Data for review Block Start
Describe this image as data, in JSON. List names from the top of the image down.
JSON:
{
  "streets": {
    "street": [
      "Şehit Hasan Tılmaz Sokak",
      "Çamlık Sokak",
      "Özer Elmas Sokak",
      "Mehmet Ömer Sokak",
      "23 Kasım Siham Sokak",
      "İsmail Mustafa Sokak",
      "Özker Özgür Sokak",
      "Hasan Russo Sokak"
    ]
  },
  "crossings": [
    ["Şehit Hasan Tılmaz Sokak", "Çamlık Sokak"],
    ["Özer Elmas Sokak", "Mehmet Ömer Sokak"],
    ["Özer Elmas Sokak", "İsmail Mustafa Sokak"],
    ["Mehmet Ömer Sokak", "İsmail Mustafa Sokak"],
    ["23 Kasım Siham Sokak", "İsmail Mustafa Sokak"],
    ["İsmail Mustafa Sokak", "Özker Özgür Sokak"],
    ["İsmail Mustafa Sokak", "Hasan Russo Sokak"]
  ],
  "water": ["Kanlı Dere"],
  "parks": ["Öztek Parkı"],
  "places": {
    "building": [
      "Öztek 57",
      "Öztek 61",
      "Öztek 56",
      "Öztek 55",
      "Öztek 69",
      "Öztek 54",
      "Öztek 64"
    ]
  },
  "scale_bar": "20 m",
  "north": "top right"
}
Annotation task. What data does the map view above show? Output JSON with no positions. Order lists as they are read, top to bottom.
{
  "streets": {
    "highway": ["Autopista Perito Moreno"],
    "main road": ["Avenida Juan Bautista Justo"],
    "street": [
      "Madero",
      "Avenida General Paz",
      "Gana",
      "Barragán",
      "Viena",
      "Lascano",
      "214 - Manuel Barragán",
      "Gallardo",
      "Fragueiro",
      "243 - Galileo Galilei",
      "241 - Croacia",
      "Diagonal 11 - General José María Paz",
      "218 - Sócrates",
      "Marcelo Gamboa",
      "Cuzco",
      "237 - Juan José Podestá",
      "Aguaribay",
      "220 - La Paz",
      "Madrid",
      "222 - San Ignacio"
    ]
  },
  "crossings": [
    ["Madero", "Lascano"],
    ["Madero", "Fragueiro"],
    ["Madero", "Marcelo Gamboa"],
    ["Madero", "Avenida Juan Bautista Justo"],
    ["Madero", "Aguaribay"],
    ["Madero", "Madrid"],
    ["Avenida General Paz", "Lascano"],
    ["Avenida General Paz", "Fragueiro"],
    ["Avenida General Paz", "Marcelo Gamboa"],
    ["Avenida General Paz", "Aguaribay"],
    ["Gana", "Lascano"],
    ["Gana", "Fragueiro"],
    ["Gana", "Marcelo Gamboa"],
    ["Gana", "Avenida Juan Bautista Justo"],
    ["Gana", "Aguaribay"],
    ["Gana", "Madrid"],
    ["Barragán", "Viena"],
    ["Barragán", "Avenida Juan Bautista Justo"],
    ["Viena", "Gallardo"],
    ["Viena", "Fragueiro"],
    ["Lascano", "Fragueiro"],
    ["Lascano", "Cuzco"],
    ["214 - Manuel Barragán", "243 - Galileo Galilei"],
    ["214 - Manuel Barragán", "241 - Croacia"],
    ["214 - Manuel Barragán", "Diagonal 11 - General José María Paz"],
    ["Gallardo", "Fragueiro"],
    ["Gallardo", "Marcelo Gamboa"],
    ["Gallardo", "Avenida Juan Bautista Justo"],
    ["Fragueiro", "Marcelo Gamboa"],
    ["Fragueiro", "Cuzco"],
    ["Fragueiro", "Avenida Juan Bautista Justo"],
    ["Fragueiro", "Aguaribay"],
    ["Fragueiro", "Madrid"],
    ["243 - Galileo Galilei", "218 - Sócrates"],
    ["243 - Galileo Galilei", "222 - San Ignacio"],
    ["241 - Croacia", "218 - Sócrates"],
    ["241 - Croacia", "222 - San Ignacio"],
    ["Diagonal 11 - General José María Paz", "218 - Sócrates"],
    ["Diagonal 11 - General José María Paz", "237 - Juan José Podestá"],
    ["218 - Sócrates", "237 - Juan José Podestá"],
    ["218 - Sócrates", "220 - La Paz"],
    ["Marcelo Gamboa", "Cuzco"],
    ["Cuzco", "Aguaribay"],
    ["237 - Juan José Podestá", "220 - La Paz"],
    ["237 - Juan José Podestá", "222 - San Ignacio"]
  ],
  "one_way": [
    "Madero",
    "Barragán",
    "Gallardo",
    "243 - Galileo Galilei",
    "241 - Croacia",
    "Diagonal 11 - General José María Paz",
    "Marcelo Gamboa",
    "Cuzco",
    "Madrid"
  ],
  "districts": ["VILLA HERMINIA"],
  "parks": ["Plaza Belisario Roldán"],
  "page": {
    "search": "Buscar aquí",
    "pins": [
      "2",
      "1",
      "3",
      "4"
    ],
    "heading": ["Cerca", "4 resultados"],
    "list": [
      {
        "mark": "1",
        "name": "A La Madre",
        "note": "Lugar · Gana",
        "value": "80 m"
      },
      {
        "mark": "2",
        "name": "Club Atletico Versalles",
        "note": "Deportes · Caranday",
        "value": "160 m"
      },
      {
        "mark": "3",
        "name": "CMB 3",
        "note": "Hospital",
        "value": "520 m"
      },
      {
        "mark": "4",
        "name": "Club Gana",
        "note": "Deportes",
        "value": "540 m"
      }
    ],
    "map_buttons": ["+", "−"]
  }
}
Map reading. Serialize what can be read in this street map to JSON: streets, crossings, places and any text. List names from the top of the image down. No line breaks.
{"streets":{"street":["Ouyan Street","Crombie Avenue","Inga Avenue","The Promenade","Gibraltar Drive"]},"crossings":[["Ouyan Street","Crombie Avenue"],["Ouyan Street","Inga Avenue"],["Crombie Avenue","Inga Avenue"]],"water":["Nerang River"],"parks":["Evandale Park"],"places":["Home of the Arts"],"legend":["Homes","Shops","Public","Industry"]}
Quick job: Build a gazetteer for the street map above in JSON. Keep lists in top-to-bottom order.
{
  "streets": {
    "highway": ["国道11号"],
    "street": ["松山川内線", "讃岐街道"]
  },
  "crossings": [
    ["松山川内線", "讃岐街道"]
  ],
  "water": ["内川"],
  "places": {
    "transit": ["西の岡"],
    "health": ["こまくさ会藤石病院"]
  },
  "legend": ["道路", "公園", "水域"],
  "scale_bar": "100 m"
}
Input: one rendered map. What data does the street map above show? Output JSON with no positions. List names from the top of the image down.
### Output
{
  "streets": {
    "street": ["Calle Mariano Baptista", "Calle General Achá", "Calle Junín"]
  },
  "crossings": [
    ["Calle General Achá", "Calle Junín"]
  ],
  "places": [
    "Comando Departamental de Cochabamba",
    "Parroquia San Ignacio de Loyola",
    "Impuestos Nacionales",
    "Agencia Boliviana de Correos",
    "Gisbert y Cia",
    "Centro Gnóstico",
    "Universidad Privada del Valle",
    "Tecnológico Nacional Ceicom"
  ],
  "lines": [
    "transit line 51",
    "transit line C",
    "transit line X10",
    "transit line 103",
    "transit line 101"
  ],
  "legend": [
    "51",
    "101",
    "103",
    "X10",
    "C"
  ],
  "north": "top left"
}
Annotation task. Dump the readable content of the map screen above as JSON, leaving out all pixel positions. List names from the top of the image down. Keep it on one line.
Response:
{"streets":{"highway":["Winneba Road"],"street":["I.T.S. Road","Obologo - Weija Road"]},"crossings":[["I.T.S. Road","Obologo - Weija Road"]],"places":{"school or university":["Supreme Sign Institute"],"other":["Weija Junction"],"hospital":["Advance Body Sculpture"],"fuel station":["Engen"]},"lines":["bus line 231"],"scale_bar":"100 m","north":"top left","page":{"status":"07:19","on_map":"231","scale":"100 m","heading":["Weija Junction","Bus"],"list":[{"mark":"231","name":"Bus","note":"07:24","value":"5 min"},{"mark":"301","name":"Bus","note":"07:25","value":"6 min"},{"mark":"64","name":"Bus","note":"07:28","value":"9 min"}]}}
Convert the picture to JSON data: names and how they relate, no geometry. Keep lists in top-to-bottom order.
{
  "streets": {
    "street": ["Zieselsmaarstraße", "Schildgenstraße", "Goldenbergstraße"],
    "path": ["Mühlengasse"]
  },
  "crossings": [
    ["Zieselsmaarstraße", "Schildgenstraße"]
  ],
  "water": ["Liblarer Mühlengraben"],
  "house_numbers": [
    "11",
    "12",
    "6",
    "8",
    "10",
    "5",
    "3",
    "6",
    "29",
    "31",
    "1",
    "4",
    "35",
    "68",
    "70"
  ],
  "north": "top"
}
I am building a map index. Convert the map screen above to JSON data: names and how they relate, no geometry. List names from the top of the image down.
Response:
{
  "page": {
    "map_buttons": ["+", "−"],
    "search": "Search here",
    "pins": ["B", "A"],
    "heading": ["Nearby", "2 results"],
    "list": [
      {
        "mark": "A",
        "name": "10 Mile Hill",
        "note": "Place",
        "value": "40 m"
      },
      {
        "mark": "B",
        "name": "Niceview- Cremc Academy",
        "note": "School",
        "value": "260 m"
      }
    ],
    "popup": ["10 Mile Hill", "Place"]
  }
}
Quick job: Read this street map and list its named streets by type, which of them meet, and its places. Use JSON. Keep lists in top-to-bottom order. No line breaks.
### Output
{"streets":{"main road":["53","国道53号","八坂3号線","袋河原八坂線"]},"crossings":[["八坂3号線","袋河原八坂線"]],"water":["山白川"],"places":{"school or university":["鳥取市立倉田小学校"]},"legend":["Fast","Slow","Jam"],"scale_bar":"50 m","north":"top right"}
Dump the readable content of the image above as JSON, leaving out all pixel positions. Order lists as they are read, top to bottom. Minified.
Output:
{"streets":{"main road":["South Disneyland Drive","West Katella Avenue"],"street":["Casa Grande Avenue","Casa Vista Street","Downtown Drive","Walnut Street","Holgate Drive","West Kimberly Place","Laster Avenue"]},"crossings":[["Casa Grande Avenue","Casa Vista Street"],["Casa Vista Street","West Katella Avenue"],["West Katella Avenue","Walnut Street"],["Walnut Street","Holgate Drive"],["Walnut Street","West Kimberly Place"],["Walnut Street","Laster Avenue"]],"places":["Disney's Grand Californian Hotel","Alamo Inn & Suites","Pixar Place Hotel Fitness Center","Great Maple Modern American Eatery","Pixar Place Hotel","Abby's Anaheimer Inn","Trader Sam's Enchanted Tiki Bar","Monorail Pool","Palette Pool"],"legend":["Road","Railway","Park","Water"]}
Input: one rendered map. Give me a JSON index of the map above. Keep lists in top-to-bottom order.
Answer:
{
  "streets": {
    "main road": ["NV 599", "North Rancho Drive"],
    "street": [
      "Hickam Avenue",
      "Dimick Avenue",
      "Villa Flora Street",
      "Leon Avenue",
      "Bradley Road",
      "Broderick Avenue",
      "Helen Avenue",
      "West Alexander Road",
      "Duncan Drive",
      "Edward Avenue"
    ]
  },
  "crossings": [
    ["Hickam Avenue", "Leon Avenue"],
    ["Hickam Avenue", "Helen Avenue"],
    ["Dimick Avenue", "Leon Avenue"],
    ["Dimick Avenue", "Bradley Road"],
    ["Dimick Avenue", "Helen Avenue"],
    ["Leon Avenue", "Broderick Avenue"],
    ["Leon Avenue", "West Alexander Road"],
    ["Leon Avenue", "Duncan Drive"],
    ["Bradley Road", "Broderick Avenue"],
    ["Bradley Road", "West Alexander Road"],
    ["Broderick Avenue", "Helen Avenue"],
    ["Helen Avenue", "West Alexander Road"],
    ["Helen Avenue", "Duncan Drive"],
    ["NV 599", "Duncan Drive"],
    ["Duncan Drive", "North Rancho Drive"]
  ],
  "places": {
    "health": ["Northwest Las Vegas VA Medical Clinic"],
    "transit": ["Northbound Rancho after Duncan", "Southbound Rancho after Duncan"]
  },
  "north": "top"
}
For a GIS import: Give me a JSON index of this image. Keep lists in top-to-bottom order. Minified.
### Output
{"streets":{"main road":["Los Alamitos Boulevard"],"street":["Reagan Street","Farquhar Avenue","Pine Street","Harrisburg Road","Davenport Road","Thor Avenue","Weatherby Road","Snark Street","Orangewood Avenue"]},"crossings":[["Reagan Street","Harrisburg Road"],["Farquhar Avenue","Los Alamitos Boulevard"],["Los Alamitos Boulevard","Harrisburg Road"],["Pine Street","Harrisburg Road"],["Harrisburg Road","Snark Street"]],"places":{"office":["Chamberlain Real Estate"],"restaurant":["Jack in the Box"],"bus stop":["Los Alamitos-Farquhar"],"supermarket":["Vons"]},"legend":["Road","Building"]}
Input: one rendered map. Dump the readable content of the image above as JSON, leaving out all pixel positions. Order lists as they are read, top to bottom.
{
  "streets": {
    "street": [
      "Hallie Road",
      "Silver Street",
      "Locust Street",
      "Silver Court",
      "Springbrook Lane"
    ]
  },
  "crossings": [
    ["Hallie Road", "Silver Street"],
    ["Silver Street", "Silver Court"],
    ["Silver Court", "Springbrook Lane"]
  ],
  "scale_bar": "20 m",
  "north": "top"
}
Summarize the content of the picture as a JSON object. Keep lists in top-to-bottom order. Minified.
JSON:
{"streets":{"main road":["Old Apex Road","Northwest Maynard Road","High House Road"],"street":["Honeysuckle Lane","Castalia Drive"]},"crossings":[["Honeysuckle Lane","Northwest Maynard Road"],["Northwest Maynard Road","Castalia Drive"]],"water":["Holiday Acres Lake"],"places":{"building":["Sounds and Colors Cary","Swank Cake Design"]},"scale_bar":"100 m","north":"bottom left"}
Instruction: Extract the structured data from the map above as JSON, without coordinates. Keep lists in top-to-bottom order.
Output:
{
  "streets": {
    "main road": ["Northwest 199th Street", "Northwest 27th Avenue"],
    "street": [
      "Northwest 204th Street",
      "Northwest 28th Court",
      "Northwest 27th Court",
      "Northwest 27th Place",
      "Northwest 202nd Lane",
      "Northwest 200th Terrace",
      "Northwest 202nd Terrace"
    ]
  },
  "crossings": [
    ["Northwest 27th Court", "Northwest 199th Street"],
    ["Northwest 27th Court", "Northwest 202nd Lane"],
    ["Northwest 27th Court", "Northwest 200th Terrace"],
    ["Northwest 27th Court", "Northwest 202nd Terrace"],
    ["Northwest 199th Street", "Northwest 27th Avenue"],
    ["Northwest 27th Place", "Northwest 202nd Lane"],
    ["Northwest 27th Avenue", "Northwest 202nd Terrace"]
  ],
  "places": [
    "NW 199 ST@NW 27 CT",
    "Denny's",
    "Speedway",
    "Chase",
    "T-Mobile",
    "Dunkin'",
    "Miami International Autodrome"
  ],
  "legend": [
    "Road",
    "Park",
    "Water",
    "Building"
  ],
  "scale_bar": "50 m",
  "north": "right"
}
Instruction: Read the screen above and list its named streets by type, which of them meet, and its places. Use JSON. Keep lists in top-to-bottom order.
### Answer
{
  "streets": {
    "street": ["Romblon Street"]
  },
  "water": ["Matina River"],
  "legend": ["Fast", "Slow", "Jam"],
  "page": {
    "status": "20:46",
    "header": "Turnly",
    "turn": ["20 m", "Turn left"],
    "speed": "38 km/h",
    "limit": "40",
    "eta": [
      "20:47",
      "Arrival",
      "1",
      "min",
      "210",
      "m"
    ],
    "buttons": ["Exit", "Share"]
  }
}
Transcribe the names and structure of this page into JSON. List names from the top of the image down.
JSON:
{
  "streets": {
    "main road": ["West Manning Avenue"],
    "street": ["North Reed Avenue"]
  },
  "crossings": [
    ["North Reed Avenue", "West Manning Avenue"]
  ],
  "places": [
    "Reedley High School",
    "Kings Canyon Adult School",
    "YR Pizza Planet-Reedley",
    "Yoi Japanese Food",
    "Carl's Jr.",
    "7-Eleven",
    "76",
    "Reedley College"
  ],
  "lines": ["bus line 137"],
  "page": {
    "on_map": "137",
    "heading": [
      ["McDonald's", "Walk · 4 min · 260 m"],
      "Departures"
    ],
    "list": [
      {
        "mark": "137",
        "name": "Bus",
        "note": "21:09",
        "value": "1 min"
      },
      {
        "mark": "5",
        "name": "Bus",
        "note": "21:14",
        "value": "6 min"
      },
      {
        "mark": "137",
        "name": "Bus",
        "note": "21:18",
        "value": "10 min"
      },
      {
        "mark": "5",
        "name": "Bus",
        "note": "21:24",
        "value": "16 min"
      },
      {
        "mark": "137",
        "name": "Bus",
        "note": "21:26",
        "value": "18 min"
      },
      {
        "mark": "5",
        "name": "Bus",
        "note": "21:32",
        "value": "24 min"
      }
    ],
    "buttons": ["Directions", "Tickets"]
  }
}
Data for review Block End
# Exercise
Search the data above for the word "Give" and report how many lines contain it, with nothing further.

# Task solution
2